- [WHAT YOU WILL DO]
Find the line with "<!-- green -->" in the records below. Copy it and every line after it, up to and including the line with "<!-- minor -->".

- - -

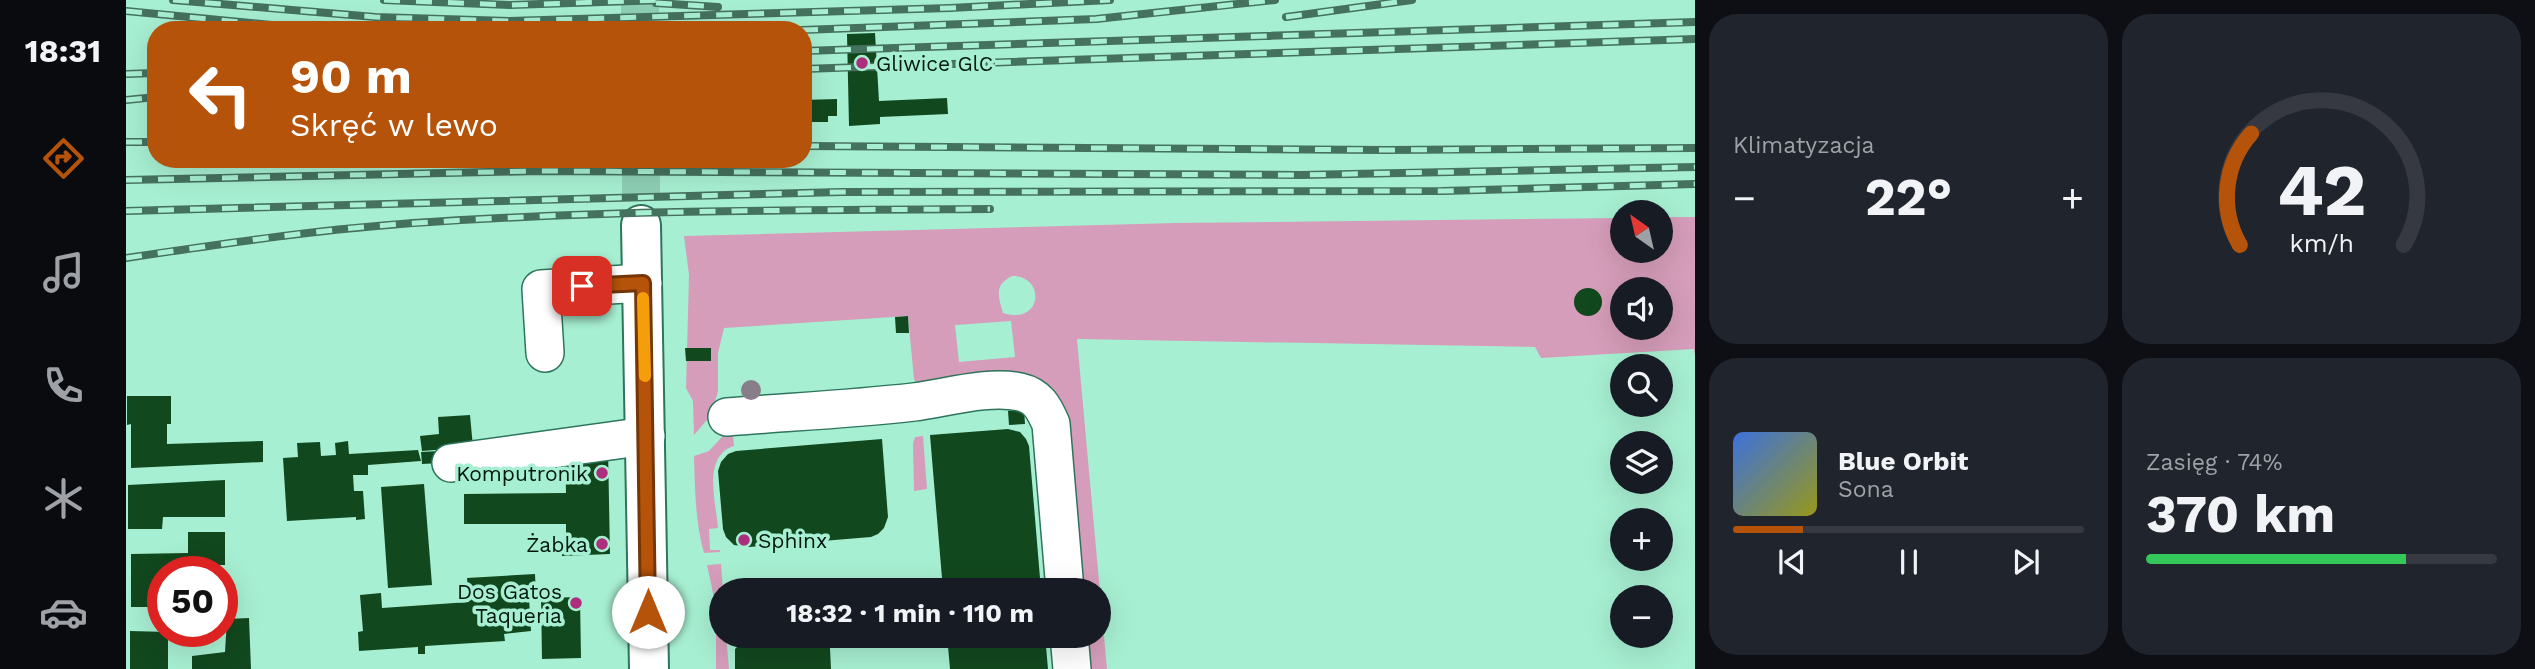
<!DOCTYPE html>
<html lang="pl">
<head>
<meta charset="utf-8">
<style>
	:root { --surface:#171b24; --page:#20242c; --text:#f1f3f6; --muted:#9ea1a6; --line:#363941; --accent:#b45309 }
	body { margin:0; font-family:"Work Sans",sans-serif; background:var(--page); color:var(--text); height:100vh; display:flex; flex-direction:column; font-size:26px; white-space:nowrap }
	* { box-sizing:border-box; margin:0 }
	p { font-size:23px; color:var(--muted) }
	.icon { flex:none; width:38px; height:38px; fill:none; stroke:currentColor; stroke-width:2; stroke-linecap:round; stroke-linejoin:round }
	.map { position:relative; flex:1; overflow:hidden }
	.drawer { display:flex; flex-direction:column; gap:14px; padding:14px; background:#0d0f14; width:840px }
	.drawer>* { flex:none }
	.banner { position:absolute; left:21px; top:21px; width:665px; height:147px; border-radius:28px; box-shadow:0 7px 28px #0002; background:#b45309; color:#fff; overflow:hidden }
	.needle { width:46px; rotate:326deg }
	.buttons { position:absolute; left:1484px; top:200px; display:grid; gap:14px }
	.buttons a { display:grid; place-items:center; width:63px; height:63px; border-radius:50%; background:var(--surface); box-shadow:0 7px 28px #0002; font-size:35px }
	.speed { position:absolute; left:21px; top:556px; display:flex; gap:14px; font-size:35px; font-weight:700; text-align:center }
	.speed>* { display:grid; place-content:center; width:91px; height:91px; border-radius:50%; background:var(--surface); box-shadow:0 7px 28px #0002; line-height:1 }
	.speed .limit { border:10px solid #d22; background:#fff; color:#111 }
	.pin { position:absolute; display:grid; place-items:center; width:60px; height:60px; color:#fff; margin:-30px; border-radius:14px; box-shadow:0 4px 10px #0006 }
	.me { position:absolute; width:77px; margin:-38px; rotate:0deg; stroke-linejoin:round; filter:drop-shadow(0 0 5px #0008) }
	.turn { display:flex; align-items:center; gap:24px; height:147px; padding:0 28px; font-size:32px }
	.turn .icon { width:91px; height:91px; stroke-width:2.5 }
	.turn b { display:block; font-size:49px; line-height:60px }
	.big { font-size:52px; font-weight:700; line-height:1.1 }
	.drawer .card { flex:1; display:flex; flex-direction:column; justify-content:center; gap:10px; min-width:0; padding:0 24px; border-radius:28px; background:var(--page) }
	.drawer .dial { align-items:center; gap:0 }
	.dial svg { height:182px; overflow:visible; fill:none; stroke:var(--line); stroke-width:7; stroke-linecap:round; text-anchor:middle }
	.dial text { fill:var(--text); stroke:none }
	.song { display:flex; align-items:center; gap:21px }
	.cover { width:84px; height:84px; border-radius:10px; background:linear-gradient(135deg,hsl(220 70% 55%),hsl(60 70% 35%)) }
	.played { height:7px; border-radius:4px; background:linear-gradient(90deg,var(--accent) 20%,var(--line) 20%) }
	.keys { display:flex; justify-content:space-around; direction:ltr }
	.heat { display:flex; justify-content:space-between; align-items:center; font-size:38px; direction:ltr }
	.charge { height:10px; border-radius:5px; background:linear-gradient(90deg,#34c759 74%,var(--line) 0) }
	.drawer .tiles { flex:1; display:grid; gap:14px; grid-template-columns:repeat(2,1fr) }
	.trip { position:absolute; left:583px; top:578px; width:402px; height:70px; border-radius:35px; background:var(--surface); box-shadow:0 7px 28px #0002; font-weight:700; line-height:70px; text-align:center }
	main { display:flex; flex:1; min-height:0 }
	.tabs { display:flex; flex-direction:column; width:126px; justify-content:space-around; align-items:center; background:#090b0e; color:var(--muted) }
	.tabs .icon { width:49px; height:49px }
	.tabs .active { color:var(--accent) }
	.tabs b { font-size:32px; color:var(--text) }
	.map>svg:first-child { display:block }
	.green { fill:#d59db9; fill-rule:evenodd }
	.building { fill:#12481e }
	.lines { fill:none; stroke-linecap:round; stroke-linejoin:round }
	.major-tunnel { stroke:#8ecfb5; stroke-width:38; stroke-dasharray:38 19; stroke-linecap:butt }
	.minor-casing { stroke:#2d755c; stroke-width:40 }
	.major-casing { stroke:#2d755c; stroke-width:42 }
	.minor { stroke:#fff; stroke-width:37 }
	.major { stroke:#fff; stroke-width:38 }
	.rail-casing { stroke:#45715f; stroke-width:8 }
	.rail { stroke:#a7efd2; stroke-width:5; stroke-dasharray:16; stroke-linecap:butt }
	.tree { fill:#887e8a }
	.route-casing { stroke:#753606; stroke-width:18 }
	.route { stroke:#b45309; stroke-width:12 }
	.slow { stroke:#f59e0b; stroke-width:12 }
	.poi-dot { fill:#ad2e7c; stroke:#a7efd2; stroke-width:2.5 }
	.labels { text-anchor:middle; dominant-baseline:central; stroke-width:7; stroke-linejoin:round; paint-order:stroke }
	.poi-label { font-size:21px; fill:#00180f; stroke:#a7efd2; text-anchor:end }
</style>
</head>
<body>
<main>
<nav class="tabs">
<b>18:31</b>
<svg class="icon active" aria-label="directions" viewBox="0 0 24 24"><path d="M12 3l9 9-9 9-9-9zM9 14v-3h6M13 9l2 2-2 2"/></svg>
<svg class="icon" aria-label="music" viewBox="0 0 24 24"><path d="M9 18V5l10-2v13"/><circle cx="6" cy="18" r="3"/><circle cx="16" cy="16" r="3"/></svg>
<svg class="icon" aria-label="phone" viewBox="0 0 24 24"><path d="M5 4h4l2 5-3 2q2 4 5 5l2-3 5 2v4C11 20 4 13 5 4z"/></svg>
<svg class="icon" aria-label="climate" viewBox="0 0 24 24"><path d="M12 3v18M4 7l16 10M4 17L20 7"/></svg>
<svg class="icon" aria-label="car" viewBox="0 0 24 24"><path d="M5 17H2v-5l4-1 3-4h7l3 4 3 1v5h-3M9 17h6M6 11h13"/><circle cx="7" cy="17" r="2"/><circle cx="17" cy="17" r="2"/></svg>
</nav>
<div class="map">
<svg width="1569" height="669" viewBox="0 0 1569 669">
	<rect width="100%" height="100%" fill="#a7efd2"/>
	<!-- green -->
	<path class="green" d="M1535,217H1569V356L1568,349L1415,358L1409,347L951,339L981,669H957L955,635H973V590H951L937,413L791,384L788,379L782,316L598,328L592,353V391L586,414L568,435L567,401L560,388L563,275L558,236L1049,223L1496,218V250H1535ZM886,276C920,275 917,326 877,313C872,296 868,285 886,276ZM1496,289H1535V327H1496ZM885,321L889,357L833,362L829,325Z
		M606,426L608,446C576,456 590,502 592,528L583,529L584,550H594V552L578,553C569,521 569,489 568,456L583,451Z
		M797,436L801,489L788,491L787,443L789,437Z
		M595,564L597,590H595V635H600L603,669H590V607L581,565Z"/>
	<!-- building -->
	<path class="building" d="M749,33L753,101L821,98L822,114L754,117V124L723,126L721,34Z
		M711,99V116H702V122H677V100Z
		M1448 302a14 14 0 1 1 28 0a14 14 0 1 1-28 0Z
		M782,316L783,333H770L769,317Z
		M559,348H585V361H560Z
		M1,396H45V424H41V444L137,441V462L5,468V424L1,425Z
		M898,410L899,424L883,425L882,411Z
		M344,415L347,447L296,451L294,436L313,434L312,417Z
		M882,429L894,432L900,439L903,446L915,590H817L804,435Z
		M756,439L762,517L758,528L752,534L745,537L623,547L608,545L600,537L597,529L592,471L595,462L602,454L610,451Z
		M222,441L223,454L292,450L295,461L242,465V475H227L228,491H237L239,519L230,520V517L161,521L157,458L172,457L171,443L194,442L195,456L210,455L209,443Z
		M482,448L484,554L436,556V544L440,543V524H338V494L440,493L439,451Z
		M314,451L315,463L296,464L295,452Z
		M99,480V517H37L36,529H2V485Z
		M298,484L306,585L262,588L255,487Z
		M62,532H99V565H93L94,569L88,571L37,572V607H5V554L62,553Z
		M409,574L410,597L403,598L405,631L378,634L379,641L299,646V654H292V647L233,651L232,632L237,631L234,595L255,593L256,608L343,602L341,578Z
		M454,597L455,658L416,659L415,598Z
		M123,618L125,669H66V656L99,652L101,619Z
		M4,631L42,632V669H4Z
		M694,635L704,648L705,669H609V649L621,637Z
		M821,635H919L922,669H824Z"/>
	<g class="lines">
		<!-- major-tunnel -->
		<path class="major-tunnel" d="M514,0V30
			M515,159V225"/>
		<defs>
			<path id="minor" d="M419,353L415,289L517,283
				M601,417C663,412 726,409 788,402C819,398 863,385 894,392C912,396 918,408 925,424L939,590
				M325,463L520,436
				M943,635L946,669"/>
			<path id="major" d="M515,225L523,669"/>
		</defs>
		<!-- minor casing -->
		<use href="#minor" class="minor-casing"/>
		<!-- major casing -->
		<use href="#major" class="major-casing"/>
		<!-- minor -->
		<use href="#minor" class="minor"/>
		<!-- major -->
		<use href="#major" class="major"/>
		<defs>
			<path id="rail" d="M47,0L249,17L383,21L824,8L984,0
				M258,0L384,5L539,0
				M530,3L592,7
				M0,11L197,30
				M1160,17L1286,0
				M676,30L970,19L1149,0
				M677,51L1569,22
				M677,69L1569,39
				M0,74L30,73
				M0,100L30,97
				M0,142H30
				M677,146L1261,150L1569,148
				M0,180L412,171L1175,175L1569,167
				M0,211L716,192L1316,191L1569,184
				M0,258C101,243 202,228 304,222C491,210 678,210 864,209"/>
		</defs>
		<!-- rail casing -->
		<use href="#rail" class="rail-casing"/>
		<!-- rail -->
		<use href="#rail" class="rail"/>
	</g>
	<!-- trees -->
	<circle class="tree" cx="625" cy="390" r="10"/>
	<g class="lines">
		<defs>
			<path id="route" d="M456,286L517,283L522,612"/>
		</defs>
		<!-- route casing -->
		<use href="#route" class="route-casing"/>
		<!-- route -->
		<use href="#route" class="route"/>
		<!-- slow -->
		<path class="slow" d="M517,298L519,376"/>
	</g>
	<!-- markers -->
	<g class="poi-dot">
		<circle cx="736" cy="63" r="7"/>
		<circle cx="476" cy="473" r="7"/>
		<circle cx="618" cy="540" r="7"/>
		<circle cx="476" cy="544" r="7"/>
		<circle cx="450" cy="603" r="7"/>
	</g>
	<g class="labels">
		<!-- poi labels -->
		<g class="poi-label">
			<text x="750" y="63" text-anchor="start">Gliwice GlC</text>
			<text x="462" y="473">Komputronik</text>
			<text x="632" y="540" text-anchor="start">Sphinx</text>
			<text x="462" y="544">Żabka</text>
			<text x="436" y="591">Dos Gatos<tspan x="436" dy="24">Taqueria</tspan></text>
		</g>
	</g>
</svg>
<div class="buttons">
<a><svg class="needle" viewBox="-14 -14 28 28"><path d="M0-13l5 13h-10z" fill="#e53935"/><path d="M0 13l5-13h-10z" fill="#9ea1a6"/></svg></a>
<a><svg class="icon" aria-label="sound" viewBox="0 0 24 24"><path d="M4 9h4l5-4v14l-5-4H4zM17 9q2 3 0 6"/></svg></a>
<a><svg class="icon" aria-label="search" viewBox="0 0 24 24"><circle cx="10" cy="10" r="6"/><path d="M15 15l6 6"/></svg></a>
<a><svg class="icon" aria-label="layers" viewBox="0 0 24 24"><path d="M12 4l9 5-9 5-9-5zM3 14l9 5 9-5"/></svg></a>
<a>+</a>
<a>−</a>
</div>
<div class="speed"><div class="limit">50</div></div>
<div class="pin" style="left:456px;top:286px;background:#d93025"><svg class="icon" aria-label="arrive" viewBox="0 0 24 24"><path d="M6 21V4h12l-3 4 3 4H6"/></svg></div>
<svg class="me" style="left:522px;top:612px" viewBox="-20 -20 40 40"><circle r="19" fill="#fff"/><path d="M0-13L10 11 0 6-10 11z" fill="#b45309"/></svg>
<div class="trip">18:32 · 1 min · 110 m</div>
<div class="banner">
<div class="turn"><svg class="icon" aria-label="left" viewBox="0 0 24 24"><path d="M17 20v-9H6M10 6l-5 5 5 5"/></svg><div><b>90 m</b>Skręć w lewo</div></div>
</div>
</div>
<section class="drawer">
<div class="tiles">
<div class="card"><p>Klimatyzacja</p>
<div class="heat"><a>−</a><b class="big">22°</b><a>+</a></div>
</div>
<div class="card dial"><svg viewBox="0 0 100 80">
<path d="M14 69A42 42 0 1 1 86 69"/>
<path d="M14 69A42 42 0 0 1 19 20" stroke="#b45309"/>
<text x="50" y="56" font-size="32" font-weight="700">42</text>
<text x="50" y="72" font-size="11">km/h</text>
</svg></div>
<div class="card">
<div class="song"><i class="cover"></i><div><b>Blue Orbit</b><p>Sona</p></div></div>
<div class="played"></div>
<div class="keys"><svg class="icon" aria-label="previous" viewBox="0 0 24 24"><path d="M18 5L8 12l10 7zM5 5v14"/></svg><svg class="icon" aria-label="pause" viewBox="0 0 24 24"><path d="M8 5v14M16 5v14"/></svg><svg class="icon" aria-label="next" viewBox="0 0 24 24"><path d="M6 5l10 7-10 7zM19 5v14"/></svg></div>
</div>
<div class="card"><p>Zasięg · 74%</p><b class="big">370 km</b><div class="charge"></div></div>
</div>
</section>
</main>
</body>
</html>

- - -

- [THE ANSWER]
	<!-- green -->
	<path class="green" d="M1535,217H1569V356L1568,349L1415,358L1409,347L951,339L981,669H957L955,635H973V590H951L937,413L791,384L788,379L782,316L598,328L592,353V391L586,414L568,435L567,401L560,388L563,275L558,236L1049,223L1496,218V250H1535ZM886,276C920,275 917,326 877,313C872,296 868,285 886,276ZM1496,289H1535V327H1496ZM885,321L889,357L833,362L829,325Z
		M606,426L608,446C576,456 590,502 592,528L583,529L584,550H594V552L578,553C569,521 569,489 568,456L583,451Z
		M797,436L801,489L788,491L787,443L789,437Z
		M595,564L597,590H595V635H600L603,669H590V607L581,565Z"/>
	<!-- building -->
	<path class="building" d="M749,33L753,101L821,98L822,114L754,117V124L723,126L721,34Z
		M711,99V116H702V122H677V100Z
		M1448 302a14 14 0 1 1 28 0a14 14 0 1 1-28 0Z
		M782,316L783,333H770L769,317Z
		M559,348H585V361H560Z
		M1,396H45V424H41V444L137,441V462L5,468V424L1,425Z
		M898,410L899,424L883,425L882,411Z
		M344,415L347,447L296,451L294,436L313,434L312,417Z
		M882,429L894,432L900,439L903,446L915,590H817L804,435Z
		M756,439L762,517L758,528L752,534L745,537L623,547L608,545L600,537L597,529L592,471L595,462L602,454L610,451Z
		M222,441L223,454L292,450L295,461L242,465V475H227L228,491H237L239,519L230,520V517L161,521L157,458L172,457L171,443L194,442L195,456L210,455L209,443Z
		M482,448L484,554L436,556V544L440,543V524H338V494L440,493L439,451Z
		M314,451L315,463L296,464L295,452Z
		M99,480V517H37L36,529H2V485Z
		M298,484L306,585L262,588L255,487Z
		M62,532H99V565H93L94,569L88,571L37,572V607H5V554L62,553Z
		M409,574L410,597L403,598L405,631L378,634L379,641L299,646V654H292V647L233,651L232,632L237,631L234,595L255,593L256,608L343,602L341,578Z
		M454,597L455,658L416,659L415,598Z
		M123,618L125,669H66V656L99,652L101,619Z
		M4,631L42,632V669H4Z
		M694,635L704,648L705,669H609V649L621,637Z
		M821,635H919L922,669H824Z"/>
	<g class="lines">
		<!-- major-tunnel -->
		<path class="major-tunnel" d="M514,0V30
			M515,159V225"/>
		<defs>
			<path id="minor" d="M419,353L415,289L517,283
				M601,417C663,412 726,409 788,402C819,398 863,385 894,392C912,396 918,408 925,424L939,590
				M325,463L520,436
				M943,635L946,669"/>
			<path id="major" d="M515,225L523,669"/>
		</defs>
		<!-- minor casing -->
		<use href="#minor" class="minor-casing"/>
		<!-- major casing -->
		<use href="#major" class="major-casing"/>
		<!-- minor -->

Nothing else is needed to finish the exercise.